AIM OF THE TASK: When you reach the line containing "0 #a2a2a2) drop-shadow(-2px", stop after it; until then, copy each line of the listing exactly, starting with the first.

MATERIAL TO PROCESS:
=== Section Start ===

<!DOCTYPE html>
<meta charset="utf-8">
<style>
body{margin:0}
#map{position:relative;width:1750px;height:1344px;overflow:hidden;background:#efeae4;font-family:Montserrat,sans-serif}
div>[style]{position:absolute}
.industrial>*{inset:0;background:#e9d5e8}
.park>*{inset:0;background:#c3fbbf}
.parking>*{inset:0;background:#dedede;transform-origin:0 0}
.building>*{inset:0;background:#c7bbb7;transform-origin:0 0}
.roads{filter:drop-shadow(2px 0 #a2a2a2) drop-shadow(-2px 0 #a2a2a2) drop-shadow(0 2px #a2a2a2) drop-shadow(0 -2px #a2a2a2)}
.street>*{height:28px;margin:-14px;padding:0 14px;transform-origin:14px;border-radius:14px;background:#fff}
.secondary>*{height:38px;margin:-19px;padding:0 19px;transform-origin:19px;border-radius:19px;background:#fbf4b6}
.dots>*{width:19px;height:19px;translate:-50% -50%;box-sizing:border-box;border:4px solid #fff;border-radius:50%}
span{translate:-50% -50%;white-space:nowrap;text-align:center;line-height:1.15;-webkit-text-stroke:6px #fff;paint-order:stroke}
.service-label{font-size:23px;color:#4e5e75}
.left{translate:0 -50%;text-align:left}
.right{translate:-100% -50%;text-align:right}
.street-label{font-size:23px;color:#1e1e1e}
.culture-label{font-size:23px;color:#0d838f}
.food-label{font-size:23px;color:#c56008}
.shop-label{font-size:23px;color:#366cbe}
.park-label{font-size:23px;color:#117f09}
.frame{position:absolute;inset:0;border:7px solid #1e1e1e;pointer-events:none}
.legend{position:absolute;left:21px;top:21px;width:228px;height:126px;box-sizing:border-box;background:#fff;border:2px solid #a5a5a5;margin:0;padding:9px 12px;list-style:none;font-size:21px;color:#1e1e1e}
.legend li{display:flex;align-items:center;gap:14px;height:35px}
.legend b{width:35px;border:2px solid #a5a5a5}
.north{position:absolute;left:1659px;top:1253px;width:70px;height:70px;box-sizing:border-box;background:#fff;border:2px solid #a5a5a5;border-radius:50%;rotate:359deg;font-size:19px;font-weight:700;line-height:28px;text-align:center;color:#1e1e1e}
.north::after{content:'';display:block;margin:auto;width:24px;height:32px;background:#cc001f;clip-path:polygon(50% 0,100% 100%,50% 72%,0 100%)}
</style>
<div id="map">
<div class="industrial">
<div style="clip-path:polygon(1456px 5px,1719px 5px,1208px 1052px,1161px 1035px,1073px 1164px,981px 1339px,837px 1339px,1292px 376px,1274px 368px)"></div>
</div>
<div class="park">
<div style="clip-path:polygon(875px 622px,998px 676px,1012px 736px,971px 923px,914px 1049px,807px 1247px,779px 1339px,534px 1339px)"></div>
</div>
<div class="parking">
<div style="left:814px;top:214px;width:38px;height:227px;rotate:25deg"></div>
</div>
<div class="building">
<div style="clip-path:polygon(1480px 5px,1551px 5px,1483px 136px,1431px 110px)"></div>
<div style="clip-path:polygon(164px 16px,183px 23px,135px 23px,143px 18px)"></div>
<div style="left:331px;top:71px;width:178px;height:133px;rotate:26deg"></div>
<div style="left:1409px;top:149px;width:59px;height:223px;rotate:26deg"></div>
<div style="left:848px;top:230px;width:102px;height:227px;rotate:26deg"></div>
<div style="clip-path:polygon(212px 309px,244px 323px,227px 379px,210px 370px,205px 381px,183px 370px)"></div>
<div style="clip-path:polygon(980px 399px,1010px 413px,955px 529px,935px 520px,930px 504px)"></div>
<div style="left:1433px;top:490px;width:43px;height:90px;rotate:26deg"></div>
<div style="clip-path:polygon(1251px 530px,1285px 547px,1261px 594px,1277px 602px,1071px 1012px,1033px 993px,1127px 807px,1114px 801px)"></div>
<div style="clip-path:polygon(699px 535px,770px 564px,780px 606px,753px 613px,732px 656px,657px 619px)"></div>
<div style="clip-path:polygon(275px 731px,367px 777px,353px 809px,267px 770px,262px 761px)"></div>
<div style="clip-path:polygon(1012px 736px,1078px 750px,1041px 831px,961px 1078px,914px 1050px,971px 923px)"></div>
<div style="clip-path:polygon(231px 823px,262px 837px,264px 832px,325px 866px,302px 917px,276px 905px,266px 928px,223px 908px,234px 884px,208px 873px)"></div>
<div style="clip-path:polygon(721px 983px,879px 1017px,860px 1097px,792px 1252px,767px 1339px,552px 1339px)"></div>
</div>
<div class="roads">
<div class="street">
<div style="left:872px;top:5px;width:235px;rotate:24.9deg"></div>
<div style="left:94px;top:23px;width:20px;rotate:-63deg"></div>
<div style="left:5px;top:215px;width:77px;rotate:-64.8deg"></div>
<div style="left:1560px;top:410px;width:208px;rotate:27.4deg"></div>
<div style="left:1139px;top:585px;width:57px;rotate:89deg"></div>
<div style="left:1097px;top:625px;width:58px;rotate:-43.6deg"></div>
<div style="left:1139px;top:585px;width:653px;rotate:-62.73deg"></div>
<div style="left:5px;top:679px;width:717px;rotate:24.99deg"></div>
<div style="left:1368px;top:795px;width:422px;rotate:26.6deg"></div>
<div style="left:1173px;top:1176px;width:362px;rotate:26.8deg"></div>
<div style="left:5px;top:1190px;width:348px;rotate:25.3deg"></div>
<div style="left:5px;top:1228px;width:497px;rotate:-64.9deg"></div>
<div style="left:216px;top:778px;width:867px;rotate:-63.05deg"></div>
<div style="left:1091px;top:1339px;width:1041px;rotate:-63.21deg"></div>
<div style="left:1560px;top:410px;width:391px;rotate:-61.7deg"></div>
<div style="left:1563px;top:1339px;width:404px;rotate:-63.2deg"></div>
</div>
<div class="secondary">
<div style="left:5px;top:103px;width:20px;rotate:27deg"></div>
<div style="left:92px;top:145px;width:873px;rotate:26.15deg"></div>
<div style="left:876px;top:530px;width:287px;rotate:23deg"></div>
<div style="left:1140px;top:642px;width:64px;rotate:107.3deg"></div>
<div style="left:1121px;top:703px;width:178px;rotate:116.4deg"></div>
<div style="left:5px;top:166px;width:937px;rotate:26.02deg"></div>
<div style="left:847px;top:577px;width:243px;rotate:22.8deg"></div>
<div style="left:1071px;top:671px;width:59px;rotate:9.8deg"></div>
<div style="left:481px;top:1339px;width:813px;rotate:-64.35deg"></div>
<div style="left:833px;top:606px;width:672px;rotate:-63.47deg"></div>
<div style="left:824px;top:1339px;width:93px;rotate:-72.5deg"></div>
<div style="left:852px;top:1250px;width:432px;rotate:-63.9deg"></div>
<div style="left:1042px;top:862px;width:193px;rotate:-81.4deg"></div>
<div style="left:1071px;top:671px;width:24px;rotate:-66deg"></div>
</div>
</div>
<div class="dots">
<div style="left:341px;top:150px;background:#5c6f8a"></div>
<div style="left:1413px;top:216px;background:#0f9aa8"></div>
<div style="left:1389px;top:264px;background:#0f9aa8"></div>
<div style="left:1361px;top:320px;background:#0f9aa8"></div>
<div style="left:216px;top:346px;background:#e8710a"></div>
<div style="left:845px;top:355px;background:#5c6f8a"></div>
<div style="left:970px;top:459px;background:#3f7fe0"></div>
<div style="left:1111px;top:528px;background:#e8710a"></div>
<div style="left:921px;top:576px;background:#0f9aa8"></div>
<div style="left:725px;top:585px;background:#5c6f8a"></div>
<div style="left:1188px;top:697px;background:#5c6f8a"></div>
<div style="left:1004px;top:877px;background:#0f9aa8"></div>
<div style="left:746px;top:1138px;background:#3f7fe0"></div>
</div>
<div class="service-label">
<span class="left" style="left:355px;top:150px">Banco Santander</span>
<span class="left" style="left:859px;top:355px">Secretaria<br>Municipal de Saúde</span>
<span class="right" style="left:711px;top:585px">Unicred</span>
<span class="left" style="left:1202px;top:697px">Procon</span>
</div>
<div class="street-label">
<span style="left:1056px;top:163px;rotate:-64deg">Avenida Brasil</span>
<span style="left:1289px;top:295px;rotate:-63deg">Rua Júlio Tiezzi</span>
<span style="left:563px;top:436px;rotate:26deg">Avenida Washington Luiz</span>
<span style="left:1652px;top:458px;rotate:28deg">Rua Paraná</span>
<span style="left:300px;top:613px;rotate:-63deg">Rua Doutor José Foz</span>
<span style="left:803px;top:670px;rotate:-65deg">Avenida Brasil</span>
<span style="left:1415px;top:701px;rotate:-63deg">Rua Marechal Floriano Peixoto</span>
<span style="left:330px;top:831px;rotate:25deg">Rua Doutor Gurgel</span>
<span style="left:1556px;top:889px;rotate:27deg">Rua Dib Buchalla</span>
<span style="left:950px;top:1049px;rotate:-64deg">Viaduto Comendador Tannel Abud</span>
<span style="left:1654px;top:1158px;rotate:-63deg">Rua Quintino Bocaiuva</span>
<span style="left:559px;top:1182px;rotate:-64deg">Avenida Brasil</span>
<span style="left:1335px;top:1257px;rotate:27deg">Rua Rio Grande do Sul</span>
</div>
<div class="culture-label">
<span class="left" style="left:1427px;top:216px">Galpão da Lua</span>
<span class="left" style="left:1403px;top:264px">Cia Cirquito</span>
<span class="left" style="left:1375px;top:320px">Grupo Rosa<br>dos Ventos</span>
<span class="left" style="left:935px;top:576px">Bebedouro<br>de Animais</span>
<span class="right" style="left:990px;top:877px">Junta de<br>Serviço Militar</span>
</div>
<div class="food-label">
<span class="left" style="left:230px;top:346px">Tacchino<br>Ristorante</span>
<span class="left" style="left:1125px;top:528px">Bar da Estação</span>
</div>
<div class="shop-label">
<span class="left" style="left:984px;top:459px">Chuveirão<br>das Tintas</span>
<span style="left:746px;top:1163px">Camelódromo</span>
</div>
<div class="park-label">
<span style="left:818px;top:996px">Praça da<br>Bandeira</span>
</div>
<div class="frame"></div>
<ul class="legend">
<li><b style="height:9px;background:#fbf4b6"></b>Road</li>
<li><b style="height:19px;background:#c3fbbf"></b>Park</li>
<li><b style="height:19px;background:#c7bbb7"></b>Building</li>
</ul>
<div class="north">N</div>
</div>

=== Section End ===

FINISHED TASK:
<!DOCTYPE html>
<meta charset="utf-8">
<style>
body{margin:0}
#map{position:relative;width:1750px;height:1344px;overflow:hidden;background:#efeae4;font-family:Montserrat,sans-serif}
div>[style]{position:absolute}
.industrial>*{inset:0;background:#e9d5e8}
.park>*{inset:0;background:#c3fbbf}
.parking>*{inset:0;background:#dedede;transform-origin:0 0}
.building>*{inset:0;background:#c7bbb7;transform-origin:0 0}
.roads{filter:drop-shadow(2px 0 #a2a2a2) drop-shadow(-2px 0 #a2a2a2) drop-shadow(0 2px #a2a2a2) drop-shadow(0 -2px #a2a2a2)}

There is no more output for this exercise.